One thing that is important for any self-respecting Brit living in Rennes (or France for that matter) is to cheat the Metro. For months, I used the *foolproof* system of buying one ticket that I didn't stamp, and then would tell any eventual controllers that I was English and didn't know you had to stamp your ticket before the journey rather than after. After all, we're English! Even if I've lived here for 7 years, I'm foreign and can't be expected to know better... this worked fine for ages for the sole reason that I never met a single controller. The entire time I had my unstamped ticket, thatt is.
Then a few weeks ago, accompanied by my 3 sproglets, in tearing hurry to get last coach home (we live 40km from Rennes), would you believe there they are, like flies in suits, waiting for unsuspecting prey at the exit of the lift. I didn't have my lucky ticket, and hadn't a single centime of change to buy one, so, naively, I thought, 'Just this once, it'll be alright'...Oh but no. So with slightly sick feeling in stomach, and praying that bilingual children will not utter a word of French during attempt to weedle out of non-ticket state with sadistic controller. Amazingly they didn't, but Mr. Sadist didn't care that I was in a foreign country in a foreign country and didn't speak a word of the lingo, and fined my 26 Euros. A whole day's pay.
Having learnt from this, I buy a ticket for my journey of two stops on Friday (non-stamped, of course). I don't even see them until I get to the top of the escalator, and then they pounce.
'Yes I have a ticket', I tell them, and wave said miniscule paper proudly.
'Is no good ticket, Madame.
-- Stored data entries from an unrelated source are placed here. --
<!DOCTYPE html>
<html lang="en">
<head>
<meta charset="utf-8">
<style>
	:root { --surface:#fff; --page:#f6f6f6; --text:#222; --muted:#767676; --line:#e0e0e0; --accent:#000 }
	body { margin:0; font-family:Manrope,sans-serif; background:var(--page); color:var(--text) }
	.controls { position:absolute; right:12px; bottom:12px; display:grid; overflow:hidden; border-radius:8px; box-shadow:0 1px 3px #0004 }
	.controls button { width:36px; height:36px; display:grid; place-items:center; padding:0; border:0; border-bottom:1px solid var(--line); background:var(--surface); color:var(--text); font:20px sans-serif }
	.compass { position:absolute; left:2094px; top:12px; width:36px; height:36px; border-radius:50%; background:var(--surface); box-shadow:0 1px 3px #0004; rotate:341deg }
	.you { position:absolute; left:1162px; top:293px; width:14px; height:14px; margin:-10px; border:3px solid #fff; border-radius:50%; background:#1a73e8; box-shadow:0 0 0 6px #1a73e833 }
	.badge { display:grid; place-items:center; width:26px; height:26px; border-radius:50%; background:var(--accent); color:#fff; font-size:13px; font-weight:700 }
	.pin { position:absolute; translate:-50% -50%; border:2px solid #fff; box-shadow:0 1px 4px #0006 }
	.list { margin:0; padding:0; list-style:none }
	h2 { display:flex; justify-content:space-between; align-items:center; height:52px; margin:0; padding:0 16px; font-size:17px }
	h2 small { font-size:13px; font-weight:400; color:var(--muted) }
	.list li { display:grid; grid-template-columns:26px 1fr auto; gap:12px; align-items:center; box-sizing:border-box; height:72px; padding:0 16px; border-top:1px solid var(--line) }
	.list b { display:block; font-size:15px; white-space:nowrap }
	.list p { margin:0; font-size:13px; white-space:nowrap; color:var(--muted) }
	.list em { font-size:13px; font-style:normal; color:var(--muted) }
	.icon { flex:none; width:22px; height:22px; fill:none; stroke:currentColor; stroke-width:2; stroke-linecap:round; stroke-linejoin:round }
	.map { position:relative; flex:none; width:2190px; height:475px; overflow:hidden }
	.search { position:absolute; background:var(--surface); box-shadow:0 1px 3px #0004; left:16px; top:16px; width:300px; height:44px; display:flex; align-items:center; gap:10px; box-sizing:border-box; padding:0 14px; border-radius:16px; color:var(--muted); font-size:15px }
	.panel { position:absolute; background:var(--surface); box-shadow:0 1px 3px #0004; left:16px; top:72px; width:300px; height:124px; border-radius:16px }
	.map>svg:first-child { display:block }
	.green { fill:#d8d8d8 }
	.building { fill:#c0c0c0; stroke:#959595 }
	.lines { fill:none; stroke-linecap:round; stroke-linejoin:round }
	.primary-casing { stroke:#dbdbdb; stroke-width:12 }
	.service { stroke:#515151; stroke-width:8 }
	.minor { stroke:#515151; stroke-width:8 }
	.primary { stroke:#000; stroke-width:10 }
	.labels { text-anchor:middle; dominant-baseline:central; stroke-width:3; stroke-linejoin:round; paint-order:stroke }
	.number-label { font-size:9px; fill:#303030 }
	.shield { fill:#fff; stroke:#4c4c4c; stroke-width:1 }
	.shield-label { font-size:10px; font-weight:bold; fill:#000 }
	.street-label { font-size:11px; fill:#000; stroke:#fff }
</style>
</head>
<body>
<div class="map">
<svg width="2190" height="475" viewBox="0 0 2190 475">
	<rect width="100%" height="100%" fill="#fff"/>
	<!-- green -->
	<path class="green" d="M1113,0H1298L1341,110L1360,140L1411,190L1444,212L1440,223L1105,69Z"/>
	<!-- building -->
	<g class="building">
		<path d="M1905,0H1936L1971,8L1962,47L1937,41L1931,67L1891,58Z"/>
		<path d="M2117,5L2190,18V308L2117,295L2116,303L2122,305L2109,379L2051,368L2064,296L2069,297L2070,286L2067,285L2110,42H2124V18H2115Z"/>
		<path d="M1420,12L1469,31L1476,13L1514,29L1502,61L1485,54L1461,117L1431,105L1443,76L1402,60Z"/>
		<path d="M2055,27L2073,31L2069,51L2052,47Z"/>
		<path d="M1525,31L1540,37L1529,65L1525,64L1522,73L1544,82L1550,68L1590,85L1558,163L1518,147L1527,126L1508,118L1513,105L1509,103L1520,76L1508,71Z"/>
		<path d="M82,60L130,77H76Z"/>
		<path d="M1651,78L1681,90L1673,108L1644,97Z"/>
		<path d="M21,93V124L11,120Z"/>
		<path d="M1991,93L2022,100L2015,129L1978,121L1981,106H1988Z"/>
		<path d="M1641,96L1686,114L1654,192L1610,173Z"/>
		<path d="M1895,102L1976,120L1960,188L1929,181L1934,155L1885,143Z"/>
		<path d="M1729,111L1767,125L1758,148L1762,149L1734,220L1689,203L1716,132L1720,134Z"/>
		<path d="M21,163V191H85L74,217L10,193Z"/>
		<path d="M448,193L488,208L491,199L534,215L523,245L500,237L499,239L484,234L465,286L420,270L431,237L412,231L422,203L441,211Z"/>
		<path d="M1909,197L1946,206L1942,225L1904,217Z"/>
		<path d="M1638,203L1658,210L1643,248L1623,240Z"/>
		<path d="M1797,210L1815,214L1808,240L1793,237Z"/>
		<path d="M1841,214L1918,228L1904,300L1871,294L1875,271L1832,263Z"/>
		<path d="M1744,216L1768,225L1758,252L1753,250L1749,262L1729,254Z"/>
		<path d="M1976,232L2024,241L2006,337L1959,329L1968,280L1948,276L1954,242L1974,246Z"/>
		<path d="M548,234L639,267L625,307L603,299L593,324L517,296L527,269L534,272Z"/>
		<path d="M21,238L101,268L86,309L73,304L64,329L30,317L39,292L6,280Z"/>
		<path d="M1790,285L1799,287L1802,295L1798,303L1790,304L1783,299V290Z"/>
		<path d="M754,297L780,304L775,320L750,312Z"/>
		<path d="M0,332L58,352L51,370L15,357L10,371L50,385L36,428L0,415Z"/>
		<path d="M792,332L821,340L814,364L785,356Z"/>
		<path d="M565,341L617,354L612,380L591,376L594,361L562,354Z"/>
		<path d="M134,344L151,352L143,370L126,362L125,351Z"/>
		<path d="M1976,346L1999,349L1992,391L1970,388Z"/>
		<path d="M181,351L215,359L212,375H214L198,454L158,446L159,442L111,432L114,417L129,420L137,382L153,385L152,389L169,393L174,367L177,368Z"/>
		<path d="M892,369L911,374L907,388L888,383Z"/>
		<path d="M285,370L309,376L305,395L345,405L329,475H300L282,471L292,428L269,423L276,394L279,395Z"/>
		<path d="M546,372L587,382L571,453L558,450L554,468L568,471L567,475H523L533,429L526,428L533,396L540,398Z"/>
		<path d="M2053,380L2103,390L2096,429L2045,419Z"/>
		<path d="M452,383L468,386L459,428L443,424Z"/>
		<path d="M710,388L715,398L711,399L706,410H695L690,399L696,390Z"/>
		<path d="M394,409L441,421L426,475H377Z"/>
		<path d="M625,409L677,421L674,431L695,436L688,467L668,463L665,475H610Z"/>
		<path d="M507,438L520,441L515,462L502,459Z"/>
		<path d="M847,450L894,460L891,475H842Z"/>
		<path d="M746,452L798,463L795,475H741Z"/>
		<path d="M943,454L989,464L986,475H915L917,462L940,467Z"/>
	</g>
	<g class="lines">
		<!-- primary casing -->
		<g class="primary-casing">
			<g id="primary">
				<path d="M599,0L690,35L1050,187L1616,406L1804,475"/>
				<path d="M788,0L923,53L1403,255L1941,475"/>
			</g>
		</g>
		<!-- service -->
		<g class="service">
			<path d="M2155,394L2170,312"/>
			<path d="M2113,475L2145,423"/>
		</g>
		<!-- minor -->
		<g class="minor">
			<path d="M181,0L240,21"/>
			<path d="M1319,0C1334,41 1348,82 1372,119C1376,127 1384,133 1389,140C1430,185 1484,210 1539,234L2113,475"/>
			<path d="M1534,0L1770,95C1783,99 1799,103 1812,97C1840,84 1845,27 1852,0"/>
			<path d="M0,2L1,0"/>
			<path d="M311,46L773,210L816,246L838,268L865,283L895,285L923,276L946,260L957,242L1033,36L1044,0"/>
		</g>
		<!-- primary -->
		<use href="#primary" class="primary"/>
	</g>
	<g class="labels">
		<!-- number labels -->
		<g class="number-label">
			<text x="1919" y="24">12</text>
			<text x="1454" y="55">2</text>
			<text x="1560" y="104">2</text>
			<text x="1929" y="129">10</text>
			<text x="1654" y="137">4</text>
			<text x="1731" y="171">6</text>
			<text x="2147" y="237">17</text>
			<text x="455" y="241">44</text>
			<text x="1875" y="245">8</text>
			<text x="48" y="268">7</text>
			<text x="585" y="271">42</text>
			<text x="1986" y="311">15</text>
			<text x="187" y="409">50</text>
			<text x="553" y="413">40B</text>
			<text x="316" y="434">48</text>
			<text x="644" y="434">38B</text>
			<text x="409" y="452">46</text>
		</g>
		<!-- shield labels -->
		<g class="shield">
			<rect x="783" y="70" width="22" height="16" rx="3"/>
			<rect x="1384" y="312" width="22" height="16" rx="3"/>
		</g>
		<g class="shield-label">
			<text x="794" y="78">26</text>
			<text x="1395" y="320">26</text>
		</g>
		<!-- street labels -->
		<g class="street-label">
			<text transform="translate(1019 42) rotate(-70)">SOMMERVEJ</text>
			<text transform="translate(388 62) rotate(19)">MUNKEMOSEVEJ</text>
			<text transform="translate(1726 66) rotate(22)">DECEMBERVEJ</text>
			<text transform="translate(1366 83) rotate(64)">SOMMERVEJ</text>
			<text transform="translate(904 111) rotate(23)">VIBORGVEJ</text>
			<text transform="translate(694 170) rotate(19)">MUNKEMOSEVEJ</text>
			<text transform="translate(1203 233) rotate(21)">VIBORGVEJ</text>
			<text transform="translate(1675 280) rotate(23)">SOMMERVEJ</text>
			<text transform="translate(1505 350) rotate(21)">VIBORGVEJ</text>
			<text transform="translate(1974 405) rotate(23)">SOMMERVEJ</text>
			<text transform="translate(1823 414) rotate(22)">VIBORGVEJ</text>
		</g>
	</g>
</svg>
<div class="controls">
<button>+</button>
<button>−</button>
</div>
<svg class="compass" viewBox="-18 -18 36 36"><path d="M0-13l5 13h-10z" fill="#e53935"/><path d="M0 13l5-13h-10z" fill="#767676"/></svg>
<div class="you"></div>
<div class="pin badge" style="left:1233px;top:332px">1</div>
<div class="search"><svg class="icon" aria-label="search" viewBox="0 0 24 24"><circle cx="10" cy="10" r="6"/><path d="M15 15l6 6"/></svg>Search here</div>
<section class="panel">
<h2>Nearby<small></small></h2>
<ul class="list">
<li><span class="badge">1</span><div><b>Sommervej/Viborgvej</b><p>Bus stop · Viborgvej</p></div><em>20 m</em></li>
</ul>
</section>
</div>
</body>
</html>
No stamp'.
'Fine, fine, I stamp now, ok?'(I am standing 30 cm from machine).
'No, no, is too late, Madame. You travel no ticket'.
Huh?
'But I have a ticket, I buy ticket, look!'
I had forgotten the complete autism of French bureaucrats and officials.
'No, Madame, is no good ticket. You pay.'
I get cross.
'I buy ticket AND I pay? I have ticket!'
I decide to play trump card.
'In England we stamp after travel!'
I feel triumphant in glory. Get around that one without looking sadistic and bloodyminded... oh yes, I forgot. French officials like to be sadistic and bloodyminded.
'No, no, is same for everybody, you pay'.
My face falls.
'What?'
'Yes, yes, you pay!'
I start shouting. I've never shouted at a complete stranger in my life.
'But that's robbery!'
He doesn't care, does he? He knows.
So I pay.
'Have you got a pen? If you're going to rob me you can at least do it with your own pen!'
My hands tremble so much I can hardly write. Another day's pay gone in a flash.
But the upshot of this is that, even if they're inhuman bastards, that's their job. And if I want to move forward in my evolution, I've got to be straight. I can't manipulate like that any more. I'm not foreign, my English deteriorates a une vitesse incroyable to be filled by French words, I can cook galettes and crepes that my mother-in-law would be proud of and I only found out last week what a chav is. From now on, I'll pay for my tickets. Not because I don't want to be fined, but because I want to be honest. A big difference.